Lines with the word "symbols" are the answer; copy each of them from the data below.

# [Excerpted records]
────────────────────

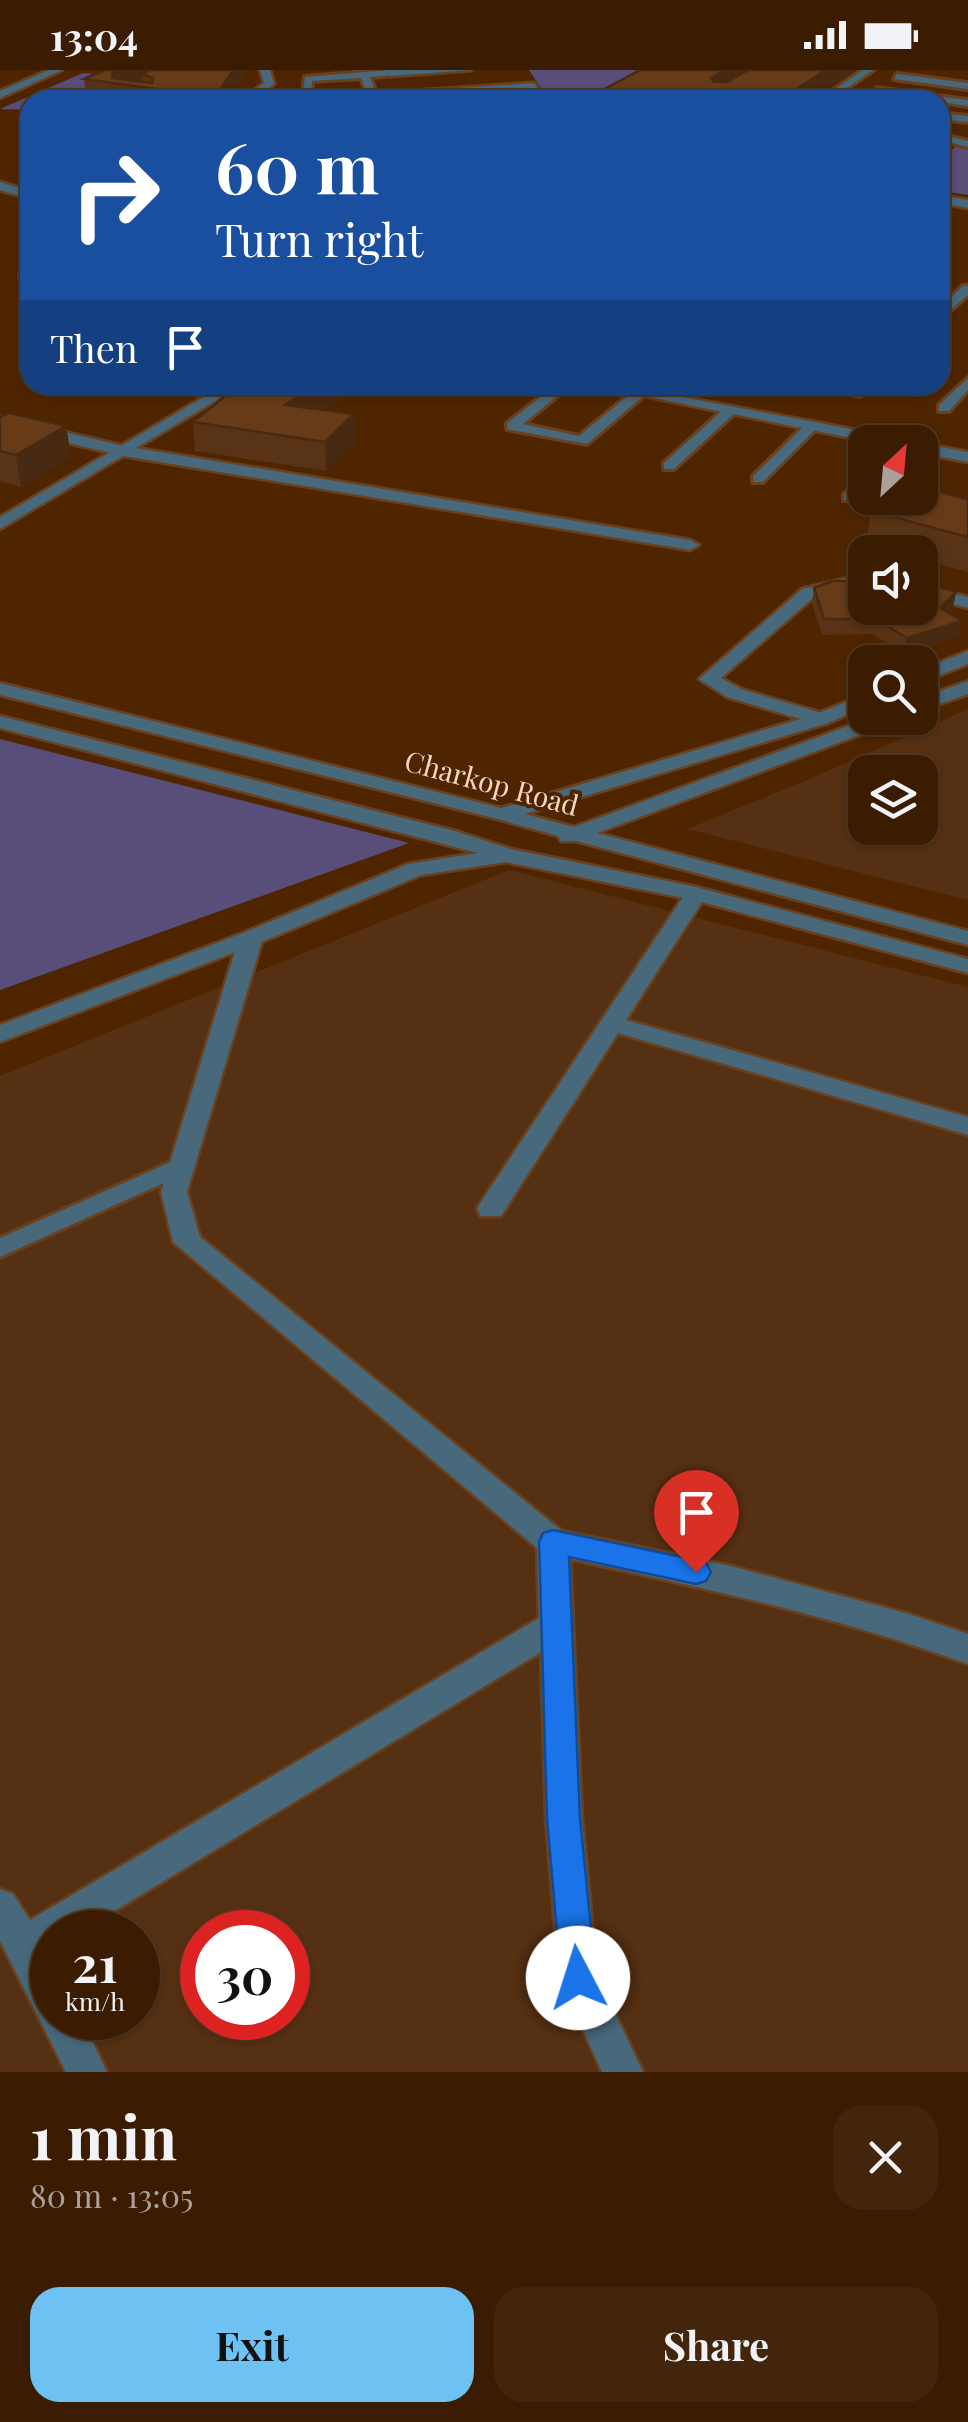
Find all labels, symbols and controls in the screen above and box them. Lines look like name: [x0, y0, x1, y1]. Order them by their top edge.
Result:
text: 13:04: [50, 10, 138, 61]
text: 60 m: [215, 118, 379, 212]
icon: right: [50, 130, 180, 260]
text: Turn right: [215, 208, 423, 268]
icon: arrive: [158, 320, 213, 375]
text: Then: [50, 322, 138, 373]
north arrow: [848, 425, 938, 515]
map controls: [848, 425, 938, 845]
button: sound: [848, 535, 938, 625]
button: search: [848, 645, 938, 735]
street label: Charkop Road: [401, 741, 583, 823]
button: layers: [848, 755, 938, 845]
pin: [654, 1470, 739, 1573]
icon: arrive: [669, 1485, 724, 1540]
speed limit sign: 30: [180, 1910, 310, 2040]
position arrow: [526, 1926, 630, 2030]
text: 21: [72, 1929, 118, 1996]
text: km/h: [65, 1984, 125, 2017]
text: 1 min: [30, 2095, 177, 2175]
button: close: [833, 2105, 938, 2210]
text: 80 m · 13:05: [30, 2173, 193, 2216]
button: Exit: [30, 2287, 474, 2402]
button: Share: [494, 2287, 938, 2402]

────────────────────

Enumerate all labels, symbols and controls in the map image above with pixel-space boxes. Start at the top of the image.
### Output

────────────────────

# [Response area]
Find all labels, symbols and controls in the screen above and box them. Lines look like name: [x0, y0, x1, y1]. Order them by their top edge.
Enumerate all labels, symbols and controls in the map image above with pixel-space boxes. Start at the top of the image.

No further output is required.